Deutschland mit dem auf Özil zugeschnittenen 4-2-3-1, das man nur verläßt wenn die Kacke am Dampfen ist oder um zu experimentieren.
Die entscheidende Abwehrschwäche
Dass es nicht doch in eine Verlängerung gehen musste, was bei nur dezent anderen Details locker passiert wäre, ist eben der Tages-, nein, der Wochen- oder besser fast schon Monats-Form der Abwehr zu tun.
Und da ist Tormann James gar nicht inkludiert. Rio Ferdinand verletzt, John Terry durch seine eigenen Affären und durch seinen Deppen-Putsch geschwächt, Ledley King verletzt, Jamie Carragher ohne Vertrauen... und hinter diesen allesamt schön älteren Herren wächst einfach nichts nach.
Das deutsche Luxusproblem (nach einem schwachen Spiel über den seit Jahren superstabilen Per Mertesacker lästern) zeigt den Unterschied.

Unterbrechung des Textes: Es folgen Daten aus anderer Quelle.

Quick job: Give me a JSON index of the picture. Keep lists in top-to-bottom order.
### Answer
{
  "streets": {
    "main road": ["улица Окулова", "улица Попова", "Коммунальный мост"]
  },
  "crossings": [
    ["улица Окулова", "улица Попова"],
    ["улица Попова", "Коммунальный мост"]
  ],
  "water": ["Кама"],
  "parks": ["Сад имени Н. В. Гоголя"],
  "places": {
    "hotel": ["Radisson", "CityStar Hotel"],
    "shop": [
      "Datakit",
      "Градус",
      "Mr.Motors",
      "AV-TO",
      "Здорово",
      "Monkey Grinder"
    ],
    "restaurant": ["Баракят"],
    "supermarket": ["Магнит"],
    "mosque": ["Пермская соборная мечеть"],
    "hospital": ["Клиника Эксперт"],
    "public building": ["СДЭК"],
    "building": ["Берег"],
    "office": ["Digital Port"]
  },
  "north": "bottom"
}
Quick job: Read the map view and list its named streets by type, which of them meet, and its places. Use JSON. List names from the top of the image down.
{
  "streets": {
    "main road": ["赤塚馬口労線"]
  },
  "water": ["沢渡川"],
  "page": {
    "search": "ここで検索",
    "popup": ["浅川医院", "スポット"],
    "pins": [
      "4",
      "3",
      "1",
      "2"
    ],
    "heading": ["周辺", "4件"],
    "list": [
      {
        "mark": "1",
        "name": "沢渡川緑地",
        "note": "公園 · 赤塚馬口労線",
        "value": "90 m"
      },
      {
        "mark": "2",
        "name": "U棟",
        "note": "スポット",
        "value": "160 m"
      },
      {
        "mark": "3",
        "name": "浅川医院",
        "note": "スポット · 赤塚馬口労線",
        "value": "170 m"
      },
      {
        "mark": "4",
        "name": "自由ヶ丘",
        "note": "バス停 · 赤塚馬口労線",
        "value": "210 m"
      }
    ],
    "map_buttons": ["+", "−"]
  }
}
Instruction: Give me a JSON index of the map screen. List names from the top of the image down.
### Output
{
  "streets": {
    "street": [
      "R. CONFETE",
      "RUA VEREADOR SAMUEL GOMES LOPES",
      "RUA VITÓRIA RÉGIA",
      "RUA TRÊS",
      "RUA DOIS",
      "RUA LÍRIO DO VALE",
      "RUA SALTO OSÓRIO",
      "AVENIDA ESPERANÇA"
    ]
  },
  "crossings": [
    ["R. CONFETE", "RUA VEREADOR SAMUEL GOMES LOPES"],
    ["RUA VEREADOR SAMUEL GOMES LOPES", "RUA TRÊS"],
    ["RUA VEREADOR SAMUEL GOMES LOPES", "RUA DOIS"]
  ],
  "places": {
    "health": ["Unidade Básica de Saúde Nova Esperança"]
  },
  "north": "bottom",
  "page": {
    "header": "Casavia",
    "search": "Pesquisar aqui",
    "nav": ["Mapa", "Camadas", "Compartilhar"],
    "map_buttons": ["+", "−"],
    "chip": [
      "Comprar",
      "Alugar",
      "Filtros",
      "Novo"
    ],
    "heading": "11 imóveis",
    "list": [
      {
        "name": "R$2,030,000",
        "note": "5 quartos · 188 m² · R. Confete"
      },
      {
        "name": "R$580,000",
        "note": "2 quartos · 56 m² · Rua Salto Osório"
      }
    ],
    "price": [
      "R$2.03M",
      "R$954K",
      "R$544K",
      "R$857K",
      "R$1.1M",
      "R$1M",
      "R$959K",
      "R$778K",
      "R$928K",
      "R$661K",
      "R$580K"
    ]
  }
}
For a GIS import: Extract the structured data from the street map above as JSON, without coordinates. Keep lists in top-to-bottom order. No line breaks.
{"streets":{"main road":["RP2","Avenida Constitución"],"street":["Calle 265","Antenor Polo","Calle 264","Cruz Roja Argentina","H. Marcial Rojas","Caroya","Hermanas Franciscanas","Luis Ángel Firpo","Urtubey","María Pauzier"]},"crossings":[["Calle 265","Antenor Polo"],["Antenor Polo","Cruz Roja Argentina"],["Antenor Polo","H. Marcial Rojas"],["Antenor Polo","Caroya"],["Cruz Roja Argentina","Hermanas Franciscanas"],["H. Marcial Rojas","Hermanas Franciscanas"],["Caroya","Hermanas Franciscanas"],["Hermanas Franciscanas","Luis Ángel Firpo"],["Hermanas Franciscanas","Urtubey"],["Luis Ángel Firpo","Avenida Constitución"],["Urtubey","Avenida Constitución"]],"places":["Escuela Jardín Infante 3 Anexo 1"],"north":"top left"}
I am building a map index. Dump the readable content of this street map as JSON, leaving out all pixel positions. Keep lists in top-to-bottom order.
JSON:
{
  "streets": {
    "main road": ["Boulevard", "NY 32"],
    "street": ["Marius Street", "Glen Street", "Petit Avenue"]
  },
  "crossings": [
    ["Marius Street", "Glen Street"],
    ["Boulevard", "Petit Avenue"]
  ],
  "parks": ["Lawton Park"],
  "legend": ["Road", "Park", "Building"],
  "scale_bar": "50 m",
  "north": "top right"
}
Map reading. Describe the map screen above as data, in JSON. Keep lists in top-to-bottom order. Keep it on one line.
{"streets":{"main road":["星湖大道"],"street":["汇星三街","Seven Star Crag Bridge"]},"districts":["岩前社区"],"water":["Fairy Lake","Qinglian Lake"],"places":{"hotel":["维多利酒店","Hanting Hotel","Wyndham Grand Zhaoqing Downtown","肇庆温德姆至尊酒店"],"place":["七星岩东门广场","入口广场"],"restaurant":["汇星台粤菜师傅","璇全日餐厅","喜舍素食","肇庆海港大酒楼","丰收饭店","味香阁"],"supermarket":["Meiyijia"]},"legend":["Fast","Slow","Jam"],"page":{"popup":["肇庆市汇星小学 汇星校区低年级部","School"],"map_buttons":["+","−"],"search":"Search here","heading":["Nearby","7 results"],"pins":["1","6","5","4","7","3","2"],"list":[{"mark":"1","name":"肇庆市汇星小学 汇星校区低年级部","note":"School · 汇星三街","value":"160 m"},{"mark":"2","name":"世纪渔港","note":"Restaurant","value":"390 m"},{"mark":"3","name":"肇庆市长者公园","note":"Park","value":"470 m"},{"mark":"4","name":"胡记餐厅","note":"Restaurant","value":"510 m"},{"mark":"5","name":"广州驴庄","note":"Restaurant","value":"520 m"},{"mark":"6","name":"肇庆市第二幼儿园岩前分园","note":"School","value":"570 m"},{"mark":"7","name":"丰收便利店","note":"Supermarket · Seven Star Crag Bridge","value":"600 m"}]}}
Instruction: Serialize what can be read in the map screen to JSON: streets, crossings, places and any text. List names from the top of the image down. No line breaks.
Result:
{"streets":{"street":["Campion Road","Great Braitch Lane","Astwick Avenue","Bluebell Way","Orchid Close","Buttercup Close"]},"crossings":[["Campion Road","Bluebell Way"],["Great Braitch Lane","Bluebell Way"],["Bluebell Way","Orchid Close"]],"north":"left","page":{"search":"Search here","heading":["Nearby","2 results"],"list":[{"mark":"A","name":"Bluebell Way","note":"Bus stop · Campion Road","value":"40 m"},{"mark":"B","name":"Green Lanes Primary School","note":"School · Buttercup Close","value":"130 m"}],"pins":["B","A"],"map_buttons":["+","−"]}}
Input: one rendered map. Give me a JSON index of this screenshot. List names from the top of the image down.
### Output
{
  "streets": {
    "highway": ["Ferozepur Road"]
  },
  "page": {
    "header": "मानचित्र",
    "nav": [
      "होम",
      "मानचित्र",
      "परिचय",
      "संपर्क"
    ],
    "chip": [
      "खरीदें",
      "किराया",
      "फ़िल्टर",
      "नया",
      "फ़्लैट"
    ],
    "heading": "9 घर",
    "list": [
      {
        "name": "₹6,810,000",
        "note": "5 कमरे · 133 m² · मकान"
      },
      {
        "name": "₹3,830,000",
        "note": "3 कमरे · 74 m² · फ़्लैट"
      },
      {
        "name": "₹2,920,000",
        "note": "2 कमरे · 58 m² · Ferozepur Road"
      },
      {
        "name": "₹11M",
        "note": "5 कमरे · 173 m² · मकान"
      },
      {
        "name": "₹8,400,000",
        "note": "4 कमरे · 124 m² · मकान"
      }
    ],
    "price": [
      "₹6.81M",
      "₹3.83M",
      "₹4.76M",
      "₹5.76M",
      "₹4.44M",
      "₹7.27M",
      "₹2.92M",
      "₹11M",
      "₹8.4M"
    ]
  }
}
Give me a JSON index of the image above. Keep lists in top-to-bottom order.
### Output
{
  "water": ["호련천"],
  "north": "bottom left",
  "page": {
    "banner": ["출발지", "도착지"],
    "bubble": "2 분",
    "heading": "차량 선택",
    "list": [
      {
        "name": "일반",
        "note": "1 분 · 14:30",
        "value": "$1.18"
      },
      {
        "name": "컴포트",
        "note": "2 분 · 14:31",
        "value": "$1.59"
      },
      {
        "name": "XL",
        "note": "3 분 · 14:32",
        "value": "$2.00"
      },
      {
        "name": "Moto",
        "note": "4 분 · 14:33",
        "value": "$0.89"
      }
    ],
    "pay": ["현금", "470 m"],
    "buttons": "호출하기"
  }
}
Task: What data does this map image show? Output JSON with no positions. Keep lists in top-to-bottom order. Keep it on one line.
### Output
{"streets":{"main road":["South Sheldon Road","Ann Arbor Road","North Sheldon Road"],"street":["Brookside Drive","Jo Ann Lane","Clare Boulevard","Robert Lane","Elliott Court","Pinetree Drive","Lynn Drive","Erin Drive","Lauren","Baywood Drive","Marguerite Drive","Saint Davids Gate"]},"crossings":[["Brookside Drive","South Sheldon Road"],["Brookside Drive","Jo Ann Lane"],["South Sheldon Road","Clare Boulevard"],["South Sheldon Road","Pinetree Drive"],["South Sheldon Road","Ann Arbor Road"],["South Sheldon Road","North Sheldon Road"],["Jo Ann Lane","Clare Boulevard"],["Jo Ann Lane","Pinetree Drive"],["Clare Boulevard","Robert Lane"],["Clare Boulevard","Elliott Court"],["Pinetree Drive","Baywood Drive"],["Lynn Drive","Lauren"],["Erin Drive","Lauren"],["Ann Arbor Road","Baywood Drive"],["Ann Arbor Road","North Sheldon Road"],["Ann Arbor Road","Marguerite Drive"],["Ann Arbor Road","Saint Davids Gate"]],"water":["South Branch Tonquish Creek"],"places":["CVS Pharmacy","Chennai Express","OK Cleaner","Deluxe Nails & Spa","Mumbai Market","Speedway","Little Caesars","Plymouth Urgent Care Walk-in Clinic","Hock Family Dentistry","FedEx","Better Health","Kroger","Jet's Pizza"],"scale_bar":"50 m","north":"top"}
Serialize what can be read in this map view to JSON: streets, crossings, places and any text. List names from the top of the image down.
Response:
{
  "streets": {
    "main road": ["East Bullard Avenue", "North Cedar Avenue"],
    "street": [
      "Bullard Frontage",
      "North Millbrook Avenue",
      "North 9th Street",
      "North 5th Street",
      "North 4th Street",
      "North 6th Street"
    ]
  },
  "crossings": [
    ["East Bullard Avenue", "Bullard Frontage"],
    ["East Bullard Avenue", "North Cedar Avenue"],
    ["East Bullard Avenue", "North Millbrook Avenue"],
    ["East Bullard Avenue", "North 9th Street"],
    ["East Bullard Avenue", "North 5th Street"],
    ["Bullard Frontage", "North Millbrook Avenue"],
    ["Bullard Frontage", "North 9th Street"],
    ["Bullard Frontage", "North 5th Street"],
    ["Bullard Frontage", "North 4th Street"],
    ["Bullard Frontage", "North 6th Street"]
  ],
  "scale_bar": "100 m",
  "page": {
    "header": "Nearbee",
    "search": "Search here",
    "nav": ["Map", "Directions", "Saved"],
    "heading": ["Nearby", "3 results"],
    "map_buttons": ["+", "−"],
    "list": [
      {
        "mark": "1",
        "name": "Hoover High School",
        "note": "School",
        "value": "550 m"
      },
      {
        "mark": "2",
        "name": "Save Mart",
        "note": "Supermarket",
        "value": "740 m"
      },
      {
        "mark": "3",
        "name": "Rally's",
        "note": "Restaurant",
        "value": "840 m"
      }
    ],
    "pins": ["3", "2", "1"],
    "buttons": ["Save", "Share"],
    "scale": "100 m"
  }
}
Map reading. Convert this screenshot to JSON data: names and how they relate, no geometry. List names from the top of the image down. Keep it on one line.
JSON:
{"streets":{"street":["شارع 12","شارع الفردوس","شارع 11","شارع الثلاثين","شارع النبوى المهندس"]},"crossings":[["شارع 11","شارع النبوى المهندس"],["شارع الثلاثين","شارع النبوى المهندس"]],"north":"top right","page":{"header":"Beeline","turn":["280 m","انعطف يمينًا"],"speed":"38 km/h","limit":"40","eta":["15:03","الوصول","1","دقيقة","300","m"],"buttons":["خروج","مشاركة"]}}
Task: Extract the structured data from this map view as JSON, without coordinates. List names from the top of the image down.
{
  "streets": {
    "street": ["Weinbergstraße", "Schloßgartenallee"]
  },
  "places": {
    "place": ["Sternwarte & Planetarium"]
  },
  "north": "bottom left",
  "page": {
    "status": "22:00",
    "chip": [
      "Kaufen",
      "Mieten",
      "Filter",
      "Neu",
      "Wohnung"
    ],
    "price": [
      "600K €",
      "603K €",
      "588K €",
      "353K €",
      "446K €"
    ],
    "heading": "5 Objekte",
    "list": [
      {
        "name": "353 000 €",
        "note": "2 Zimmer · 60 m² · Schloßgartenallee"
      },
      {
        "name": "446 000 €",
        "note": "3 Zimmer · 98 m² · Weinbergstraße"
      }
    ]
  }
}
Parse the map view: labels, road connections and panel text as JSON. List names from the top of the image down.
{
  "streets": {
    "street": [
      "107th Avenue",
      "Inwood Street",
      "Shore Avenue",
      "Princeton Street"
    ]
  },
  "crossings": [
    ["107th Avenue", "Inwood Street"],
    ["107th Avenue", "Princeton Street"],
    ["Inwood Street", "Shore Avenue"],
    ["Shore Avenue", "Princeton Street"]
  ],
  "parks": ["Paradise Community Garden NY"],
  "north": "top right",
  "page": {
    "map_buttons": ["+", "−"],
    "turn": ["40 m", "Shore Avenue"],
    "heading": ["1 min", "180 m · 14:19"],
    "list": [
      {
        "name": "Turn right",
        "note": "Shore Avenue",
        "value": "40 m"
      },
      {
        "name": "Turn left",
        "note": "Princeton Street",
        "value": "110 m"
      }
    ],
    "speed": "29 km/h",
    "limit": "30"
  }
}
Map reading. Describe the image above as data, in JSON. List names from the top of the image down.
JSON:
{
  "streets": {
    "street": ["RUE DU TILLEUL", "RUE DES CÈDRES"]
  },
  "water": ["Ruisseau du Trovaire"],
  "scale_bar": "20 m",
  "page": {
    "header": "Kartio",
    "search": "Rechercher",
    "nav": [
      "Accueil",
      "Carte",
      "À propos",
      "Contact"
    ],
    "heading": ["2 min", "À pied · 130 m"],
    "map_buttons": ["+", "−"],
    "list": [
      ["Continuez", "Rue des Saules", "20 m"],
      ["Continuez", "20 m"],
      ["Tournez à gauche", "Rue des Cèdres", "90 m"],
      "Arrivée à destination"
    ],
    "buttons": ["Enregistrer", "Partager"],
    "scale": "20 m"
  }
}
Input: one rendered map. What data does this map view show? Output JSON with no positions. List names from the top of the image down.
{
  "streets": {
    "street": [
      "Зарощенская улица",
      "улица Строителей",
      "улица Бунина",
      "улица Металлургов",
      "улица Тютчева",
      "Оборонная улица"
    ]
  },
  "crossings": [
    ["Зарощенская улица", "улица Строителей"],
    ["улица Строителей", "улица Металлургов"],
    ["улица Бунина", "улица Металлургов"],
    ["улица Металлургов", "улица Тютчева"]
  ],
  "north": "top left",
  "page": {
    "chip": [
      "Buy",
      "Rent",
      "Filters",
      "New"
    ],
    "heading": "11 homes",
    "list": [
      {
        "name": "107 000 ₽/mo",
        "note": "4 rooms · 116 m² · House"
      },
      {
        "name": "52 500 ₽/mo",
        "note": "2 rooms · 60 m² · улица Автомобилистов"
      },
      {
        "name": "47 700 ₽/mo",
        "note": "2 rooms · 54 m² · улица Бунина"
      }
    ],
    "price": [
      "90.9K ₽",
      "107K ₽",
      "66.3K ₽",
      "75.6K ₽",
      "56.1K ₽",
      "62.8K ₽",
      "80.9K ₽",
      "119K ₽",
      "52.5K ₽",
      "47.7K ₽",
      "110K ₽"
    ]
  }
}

Es war also ein Klassiker, einer, den die bessere Mannschaft gewonnen hat; mit einigem Glück zwar und optimaler Ausnützung der guten Konstallation.
PS:
Zwei kleine Warnungen noch:
Englands Gesamtleistung war alles in allem nicht so schlecht, dass es für Häme reicht. Wer mit Begriffen wie "Debakel" hantiert, belegt seine Ahnungslosigkeit. Zweieinhalb brauchbare Leistungen, das ist (europäisch gesehen) weit überm Schnitt. Es ist halt dann doch die Schwäche des Personals und die damit verbundene mangelnde Flexibilität des Systems (denn so richtig riskieren oder umstellen kann man ja nur, wenn es Spieler gibt, die sowas beherrschen).
Und: Deutschland ist nicht Weltmeister. Sie hätten heute jederzeit rauskippen können - und das kann auch im Viertelfinale passieren. Man ist durchaus anfällig: einen Rückstand etwa, kann das Team nicht aufholen.